There has been an update on the freshdesk ticket and they have cleaned up some data so we can proceed with the 3TB. I will pick this back up again and aim to complete before my AL starts at the end of Wednesday.
Transfer started
Argh, the pod still got deleted before completion!
I created the new nodepool and used the taints/tolerations/resources Erik documented above :/
I tried bumping the nfs-copy-node instance to a n4-standard-16 and the pod still got cancelled with a 4TB boot disk and following resources
"resources": {
"requests": {"memory": "54Gi", "cpu": 15},
"limits": {"memory": "64Gi", "cpu": 16},
},
When we first migrated the AWI-CIROH filestore, @yuvipanda was granted the permission to SSH into VMs he created so the migration could happen the traditional way and he was granted it. I've asked him who we should contact so that Erik, Georgiana and I can be given the same permissions. We can then do this job properly, rather than special-casing. This person's name may be Ben?
EDIT: From the freshdesk ticket, this person may well be Ben Lee.
I have responded on the ticket requesting that Georgiana, Erik and I have our permissions upgraded to match Yuvi's. That way we should all be able to ssh into a VM that 1) hopefully won't be subject to whatever is killing the k8s pod, and 2) the process can be monitored and completed by someone not me when I go on AL.
Permissions have been granted. I shall try with a VM.
While Ben said he had given me (us) permissions, I still can't ssh into a VM. I followed up in the freshdesk ticket last night, but no response as of yet.
I'm going to unassign myself from this one as there's no way I can make progress before my AL.
2) the process can be monitored and completed by someone not me
I actually don't think this would've been true anyway, as the process would've been running under my user on the VM. But at least it wouldn't have been on my local laptop!
I've picked this up today
This migration is now completed (I'll provide more info + next steps on Monday).
I've quickly let the community know. If they don't report any issues by wednesday, we can decomission the old filestore on thursday and call this done.
This one lingered awhile - should we have a short wash up/retro about where we got stuck, so we can learn from it?
we definitely should!
https://github.com/2i2c-org/meta/issues/1626 tracks retrospective, and https://github.com/2i2c-org/meta/issues/1627 tracks decomissioning the old filestore.
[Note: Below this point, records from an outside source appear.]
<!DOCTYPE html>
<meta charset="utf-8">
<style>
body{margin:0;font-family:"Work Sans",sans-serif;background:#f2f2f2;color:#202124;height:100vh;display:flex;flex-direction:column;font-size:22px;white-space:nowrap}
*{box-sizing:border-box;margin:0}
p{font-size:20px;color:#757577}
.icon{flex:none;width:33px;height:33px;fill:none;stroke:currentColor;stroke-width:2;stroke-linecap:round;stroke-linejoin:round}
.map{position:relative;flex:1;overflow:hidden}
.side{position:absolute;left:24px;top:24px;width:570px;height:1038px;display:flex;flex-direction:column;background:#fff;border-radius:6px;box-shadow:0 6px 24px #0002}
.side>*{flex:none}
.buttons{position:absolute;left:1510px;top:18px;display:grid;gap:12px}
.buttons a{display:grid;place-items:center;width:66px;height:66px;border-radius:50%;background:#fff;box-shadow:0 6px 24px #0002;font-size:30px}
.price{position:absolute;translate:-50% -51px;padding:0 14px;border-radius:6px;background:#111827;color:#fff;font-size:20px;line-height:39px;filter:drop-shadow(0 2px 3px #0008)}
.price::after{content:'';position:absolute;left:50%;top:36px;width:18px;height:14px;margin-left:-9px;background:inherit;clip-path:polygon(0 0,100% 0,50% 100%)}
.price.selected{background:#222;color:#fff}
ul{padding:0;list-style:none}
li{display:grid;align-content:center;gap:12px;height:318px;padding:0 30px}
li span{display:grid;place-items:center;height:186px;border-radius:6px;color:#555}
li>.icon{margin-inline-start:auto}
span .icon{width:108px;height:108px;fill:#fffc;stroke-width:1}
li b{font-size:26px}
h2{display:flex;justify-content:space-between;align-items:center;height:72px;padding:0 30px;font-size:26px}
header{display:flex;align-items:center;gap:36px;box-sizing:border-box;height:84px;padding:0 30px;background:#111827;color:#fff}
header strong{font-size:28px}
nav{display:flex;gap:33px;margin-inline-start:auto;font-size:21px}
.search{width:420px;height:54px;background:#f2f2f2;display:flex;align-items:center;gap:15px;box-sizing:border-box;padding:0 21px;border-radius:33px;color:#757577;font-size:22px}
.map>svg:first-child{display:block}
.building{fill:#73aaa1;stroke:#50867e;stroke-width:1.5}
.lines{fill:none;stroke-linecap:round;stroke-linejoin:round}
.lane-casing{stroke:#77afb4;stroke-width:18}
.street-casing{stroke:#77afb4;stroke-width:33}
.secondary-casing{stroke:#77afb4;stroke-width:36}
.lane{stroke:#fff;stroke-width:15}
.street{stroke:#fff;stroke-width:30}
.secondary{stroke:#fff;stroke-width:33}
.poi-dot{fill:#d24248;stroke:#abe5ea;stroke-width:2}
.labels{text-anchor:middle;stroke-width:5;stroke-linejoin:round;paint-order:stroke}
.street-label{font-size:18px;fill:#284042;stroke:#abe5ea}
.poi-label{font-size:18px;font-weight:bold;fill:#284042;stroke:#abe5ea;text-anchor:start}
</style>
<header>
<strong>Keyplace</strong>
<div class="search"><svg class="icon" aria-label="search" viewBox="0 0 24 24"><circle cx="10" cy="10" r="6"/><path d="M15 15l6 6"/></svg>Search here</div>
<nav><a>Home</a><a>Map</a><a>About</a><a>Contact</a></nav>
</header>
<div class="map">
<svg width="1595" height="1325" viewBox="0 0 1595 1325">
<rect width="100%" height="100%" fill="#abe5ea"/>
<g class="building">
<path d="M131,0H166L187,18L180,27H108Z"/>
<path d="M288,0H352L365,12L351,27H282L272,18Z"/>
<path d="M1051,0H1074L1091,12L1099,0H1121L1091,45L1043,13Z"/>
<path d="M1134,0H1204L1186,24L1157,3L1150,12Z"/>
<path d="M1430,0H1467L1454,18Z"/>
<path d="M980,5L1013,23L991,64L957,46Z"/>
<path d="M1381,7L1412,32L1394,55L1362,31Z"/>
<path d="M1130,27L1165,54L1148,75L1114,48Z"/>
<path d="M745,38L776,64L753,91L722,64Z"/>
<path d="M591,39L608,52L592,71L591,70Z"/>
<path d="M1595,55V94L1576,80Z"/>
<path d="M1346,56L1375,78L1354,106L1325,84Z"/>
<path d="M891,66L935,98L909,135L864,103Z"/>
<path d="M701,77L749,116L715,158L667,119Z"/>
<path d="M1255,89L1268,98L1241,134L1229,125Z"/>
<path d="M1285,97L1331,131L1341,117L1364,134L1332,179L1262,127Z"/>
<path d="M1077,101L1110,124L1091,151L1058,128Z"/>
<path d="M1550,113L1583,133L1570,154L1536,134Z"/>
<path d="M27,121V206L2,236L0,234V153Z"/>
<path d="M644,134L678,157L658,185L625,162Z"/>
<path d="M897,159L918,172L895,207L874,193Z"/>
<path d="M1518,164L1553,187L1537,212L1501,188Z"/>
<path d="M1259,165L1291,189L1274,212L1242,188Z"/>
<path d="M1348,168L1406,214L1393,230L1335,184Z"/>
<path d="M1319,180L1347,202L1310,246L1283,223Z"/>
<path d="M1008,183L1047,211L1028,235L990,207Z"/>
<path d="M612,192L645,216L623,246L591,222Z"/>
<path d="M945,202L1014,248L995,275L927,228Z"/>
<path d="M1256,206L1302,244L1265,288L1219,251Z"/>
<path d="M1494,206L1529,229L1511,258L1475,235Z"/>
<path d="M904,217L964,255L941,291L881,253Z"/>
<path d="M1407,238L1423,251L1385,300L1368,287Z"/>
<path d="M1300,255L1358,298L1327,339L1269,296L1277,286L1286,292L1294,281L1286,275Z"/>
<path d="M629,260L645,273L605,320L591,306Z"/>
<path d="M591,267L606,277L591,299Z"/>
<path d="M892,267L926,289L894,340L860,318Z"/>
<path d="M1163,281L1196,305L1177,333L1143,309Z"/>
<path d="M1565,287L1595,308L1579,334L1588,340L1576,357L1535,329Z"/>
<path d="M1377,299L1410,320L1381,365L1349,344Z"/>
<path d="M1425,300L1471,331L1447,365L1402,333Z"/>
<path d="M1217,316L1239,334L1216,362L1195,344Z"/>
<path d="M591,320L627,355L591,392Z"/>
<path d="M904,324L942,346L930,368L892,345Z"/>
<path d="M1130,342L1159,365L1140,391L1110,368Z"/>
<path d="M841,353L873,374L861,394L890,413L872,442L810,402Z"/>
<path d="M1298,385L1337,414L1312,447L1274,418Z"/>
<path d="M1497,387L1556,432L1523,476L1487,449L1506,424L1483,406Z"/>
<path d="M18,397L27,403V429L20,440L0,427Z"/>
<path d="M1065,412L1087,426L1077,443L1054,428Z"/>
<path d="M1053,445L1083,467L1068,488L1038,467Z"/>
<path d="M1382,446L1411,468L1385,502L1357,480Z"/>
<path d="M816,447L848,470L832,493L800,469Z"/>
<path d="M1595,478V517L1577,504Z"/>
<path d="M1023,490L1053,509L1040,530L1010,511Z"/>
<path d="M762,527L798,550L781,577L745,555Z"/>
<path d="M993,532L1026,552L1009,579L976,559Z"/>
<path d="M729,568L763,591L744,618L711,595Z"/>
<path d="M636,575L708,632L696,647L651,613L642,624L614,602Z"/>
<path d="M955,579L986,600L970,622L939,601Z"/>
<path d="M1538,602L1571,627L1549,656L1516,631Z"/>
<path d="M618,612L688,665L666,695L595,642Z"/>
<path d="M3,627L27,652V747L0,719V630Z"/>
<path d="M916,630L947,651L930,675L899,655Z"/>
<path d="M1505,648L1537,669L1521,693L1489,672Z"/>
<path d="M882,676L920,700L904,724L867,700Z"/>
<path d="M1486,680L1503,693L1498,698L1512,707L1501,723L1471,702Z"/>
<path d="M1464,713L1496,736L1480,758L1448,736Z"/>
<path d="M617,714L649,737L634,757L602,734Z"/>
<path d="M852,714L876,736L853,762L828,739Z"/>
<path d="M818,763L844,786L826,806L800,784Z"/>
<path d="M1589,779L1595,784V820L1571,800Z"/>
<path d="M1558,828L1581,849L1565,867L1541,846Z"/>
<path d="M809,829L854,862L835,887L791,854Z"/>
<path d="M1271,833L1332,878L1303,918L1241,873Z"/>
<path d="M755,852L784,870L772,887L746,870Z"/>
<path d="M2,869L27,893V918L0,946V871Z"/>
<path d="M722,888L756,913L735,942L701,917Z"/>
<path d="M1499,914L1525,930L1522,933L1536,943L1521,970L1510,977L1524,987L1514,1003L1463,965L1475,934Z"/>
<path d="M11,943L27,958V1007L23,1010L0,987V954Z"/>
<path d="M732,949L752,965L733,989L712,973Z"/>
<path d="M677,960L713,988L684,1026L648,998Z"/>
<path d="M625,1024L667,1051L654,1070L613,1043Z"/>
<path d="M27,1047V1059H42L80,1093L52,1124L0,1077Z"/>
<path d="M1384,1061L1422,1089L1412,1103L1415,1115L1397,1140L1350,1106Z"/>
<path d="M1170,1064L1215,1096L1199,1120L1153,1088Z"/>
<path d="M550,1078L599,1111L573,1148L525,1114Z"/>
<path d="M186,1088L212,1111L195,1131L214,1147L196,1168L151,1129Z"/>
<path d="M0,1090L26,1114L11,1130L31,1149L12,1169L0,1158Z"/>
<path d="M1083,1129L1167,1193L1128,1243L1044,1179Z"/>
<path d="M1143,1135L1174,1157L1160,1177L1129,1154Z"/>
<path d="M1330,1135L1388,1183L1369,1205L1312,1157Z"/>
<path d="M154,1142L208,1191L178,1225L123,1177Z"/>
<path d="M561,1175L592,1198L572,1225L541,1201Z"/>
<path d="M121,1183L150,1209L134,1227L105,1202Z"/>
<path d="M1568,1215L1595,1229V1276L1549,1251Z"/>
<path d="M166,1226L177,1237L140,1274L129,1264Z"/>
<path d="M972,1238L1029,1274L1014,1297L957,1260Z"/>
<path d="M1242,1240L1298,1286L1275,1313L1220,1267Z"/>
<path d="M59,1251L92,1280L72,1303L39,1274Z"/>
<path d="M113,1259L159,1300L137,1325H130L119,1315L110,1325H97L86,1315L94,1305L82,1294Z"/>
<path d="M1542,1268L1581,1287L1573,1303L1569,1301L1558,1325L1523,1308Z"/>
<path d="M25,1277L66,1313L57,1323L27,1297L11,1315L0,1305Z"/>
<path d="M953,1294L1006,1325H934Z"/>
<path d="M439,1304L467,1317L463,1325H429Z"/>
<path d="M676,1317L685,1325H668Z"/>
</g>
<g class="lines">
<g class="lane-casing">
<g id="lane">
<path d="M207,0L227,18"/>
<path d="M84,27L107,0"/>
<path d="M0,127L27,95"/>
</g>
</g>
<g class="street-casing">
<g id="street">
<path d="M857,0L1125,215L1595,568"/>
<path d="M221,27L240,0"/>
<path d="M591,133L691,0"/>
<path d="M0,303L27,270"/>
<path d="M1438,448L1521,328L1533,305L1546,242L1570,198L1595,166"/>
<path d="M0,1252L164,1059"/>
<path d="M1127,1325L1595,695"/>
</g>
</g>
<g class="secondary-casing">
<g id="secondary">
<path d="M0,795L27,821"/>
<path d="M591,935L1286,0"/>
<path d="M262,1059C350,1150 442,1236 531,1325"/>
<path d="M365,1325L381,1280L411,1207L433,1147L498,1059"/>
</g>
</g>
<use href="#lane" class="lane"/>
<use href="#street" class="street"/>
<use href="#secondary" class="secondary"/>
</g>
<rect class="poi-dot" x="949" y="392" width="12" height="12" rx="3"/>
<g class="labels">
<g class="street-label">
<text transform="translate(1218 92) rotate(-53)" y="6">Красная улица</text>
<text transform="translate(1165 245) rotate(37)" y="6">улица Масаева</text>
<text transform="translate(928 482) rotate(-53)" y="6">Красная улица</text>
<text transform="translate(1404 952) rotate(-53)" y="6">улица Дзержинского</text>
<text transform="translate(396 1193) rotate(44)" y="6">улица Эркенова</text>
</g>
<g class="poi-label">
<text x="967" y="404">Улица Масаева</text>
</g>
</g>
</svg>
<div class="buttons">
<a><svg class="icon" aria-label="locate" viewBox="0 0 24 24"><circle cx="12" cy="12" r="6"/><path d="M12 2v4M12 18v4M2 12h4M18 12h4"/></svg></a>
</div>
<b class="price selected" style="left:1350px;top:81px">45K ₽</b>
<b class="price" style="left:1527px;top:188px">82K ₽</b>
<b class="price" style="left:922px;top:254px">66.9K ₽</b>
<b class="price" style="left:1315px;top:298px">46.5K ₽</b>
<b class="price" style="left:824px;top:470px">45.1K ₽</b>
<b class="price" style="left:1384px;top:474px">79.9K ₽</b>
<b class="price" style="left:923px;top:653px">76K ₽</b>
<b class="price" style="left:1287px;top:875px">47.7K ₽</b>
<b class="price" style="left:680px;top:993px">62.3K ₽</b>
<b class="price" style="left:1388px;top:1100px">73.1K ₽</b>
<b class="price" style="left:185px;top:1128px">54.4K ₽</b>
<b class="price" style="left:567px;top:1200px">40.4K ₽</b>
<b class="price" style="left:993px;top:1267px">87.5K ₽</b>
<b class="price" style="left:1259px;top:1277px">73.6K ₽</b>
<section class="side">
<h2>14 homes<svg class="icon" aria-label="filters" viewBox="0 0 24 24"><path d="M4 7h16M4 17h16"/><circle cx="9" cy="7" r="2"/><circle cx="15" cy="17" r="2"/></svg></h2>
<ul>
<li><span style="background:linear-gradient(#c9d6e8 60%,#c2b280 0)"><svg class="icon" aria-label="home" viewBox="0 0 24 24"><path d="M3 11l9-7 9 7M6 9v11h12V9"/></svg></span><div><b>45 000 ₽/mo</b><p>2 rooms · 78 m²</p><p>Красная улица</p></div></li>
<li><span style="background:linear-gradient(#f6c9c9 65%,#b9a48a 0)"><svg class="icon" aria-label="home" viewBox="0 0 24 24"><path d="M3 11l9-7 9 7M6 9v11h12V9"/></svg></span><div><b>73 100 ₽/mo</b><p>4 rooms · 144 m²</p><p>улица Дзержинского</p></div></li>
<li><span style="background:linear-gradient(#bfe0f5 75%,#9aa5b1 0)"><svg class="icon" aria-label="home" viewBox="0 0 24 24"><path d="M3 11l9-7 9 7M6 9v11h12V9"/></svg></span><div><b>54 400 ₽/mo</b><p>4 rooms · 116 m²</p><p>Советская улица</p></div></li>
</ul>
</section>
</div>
Am going to close this one now.
The Freshdesk ticket link
https://2i2c.freshdesk.com/a/tickets/2170
Ticket request type
Other
Ticket impact
🟨 Medium
Short ticket description
The filestore size for awi-ciroh has decreased from 9TB to 4.7TB. To avoid charges for unused storage, the community wants to update the filestore capacity to ~5TB~ 3TB.
(Optional) Investigation results
Since this require creating a new filestore and transferring data over plus coordinating with the community, I think it should be schedule in the next engineering sprint.